▶ **Work required**: In the listing below, find every line containing "label" and copy it out.

[Opening Entries supplied section]

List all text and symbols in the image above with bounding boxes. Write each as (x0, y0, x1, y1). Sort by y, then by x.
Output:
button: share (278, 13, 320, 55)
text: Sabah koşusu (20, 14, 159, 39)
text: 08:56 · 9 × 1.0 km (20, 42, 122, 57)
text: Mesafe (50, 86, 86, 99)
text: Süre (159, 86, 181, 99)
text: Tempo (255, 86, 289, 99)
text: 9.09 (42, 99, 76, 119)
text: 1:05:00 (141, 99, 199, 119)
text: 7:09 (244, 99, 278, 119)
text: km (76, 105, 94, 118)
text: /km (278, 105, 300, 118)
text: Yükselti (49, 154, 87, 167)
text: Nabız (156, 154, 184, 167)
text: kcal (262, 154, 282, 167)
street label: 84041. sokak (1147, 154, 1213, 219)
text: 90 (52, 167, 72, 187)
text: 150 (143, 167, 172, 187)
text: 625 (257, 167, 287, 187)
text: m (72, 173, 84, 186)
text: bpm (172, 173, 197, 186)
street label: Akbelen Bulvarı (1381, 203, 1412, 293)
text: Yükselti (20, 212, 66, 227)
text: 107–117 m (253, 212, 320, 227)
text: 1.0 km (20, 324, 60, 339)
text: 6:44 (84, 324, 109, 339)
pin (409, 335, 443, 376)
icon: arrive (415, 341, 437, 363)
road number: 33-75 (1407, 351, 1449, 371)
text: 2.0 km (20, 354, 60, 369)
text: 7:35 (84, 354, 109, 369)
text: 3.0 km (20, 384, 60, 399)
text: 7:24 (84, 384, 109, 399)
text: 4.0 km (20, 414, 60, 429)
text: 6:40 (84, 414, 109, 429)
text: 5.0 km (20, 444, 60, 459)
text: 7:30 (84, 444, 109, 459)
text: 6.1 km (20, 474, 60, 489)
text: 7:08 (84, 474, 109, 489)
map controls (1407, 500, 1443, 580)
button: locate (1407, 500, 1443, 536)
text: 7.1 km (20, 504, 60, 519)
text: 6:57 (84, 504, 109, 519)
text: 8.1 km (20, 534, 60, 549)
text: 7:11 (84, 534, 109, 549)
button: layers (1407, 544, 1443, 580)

[Closing Entries supplied section]

▶ **Answer below**:
street label: 84041. sokak (1147, 154, 1213, 219)
street label: Akbelen Bulvarı (1381, 203, 1412, 293)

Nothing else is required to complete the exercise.